* What the task asks *
The expected response is a copy of every line in the entries below that includes the word "حضرت".
[Extracted information Boundary: Start]
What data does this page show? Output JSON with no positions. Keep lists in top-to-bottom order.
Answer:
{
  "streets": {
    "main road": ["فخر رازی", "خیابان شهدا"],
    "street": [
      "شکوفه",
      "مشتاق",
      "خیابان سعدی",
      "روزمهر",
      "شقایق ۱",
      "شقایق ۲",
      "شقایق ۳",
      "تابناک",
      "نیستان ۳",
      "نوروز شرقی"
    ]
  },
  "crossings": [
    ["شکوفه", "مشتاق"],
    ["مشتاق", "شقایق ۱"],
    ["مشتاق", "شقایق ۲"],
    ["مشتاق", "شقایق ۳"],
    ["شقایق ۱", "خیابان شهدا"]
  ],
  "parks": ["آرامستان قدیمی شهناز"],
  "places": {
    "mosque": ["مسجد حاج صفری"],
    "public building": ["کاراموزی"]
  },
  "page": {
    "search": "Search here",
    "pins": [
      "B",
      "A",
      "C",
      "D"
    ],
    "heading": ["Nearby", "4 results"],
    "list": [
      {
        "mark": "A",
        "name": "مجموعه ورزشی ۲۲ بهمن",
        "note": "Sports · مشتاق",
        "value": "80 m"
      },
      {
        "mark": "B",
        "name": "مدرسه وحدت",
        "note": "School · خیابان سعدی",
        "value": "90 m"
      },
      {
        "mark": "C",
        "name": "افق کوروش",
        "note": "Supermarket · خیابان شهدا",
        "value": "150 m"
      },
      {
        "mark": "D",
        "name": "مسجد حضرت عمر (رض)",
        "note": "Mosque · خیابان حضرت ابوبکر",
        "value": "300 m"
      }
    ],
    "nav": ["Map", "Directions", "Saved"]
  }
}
[Extracted information Boundary: End]
[Extracted information Boundary: Start]
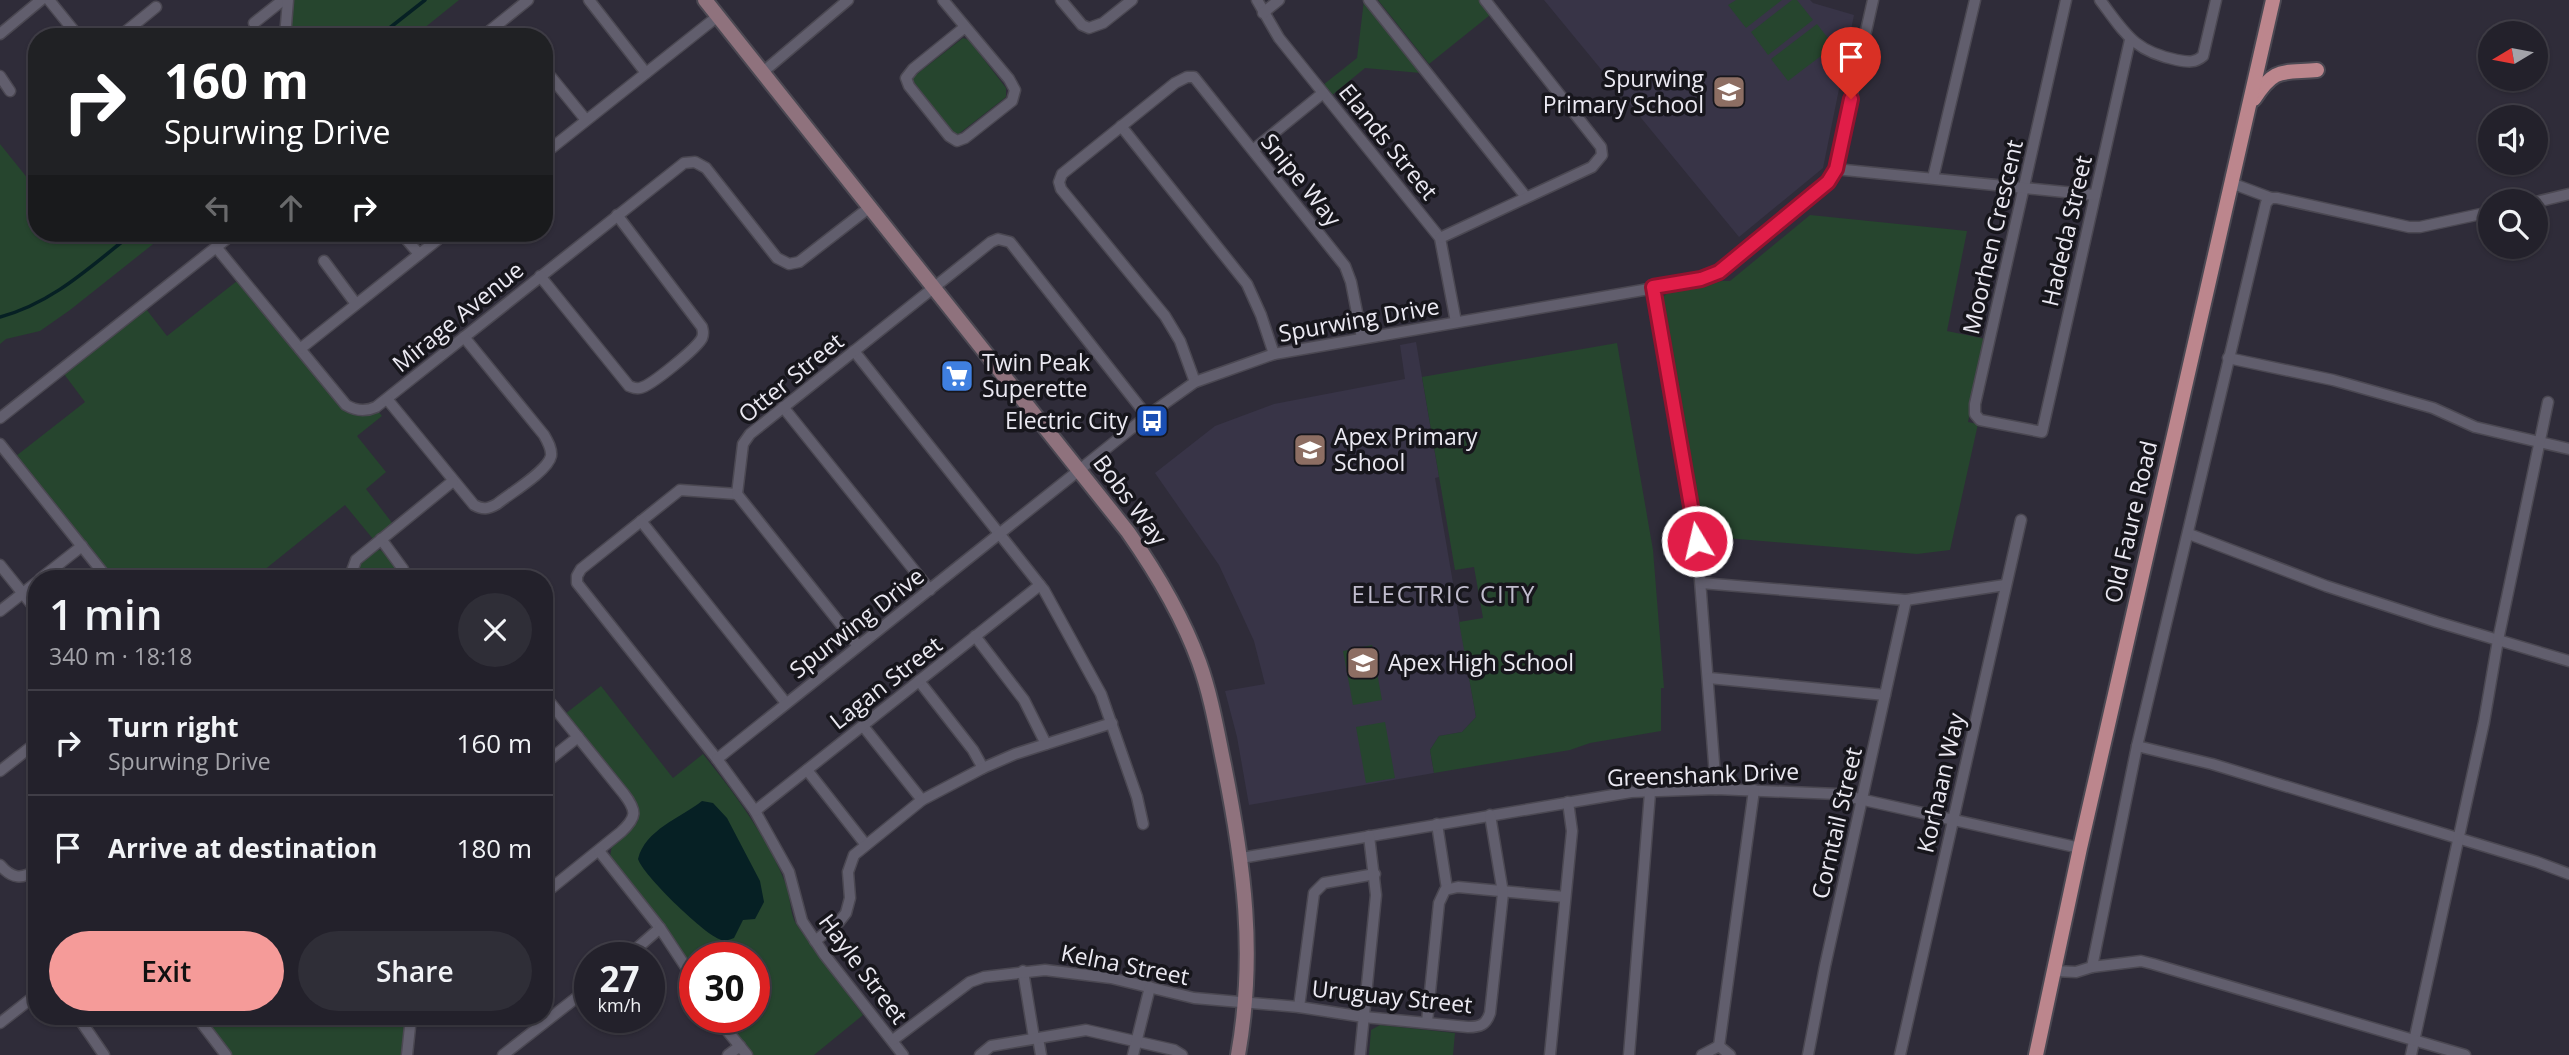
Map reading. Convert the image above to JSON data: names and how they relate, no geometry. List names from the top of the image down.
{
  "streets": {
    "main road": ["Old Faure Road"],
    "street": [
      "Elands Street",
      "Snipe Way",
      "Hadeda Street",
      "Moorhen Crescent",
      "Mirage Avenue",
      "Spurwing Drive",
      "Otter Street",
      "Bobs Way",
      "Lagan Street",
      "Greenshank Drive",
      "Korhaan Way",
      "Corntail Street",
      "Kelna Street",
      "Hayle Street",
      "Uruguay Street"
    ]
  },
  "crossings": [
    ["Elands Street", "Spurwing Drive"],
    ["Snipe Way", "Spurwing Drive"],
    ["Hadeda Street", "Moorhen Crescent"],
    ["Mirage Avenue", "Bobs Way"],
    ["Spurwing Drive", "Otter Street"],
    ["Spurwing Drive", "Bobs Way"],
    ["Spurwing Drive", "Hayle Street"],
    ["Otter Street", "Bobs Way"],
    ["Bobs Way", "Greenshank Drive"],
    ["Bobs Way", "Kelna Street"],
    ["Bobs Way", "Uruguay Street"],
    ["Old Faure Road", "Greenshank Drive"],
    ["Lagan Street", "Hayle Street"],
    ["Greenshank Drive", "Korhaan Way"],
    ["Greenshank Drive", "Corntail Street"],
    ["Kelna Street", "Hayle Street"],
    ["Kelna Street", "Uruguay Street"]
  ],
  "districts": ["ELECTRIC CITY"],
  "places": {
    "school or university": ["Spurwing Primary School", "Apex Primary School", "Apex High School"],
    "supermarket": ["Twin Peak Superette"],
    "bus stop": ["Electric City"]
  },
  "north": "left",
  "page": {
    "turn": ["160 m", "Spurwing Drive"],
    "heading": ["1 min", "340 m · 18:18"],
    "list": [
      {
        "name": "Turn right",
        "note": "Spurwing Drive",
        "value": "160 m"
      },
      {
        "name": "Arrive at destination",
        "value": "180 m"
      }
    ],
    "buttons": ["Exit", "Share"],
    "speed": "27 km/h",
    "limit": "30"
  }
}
[Extracted information Boundary: End]
* Solved exercise *
        "name": "مسجد حضرت عمر (رض)",
        "note": "Mosque · خیابان حضرت ابوبکر",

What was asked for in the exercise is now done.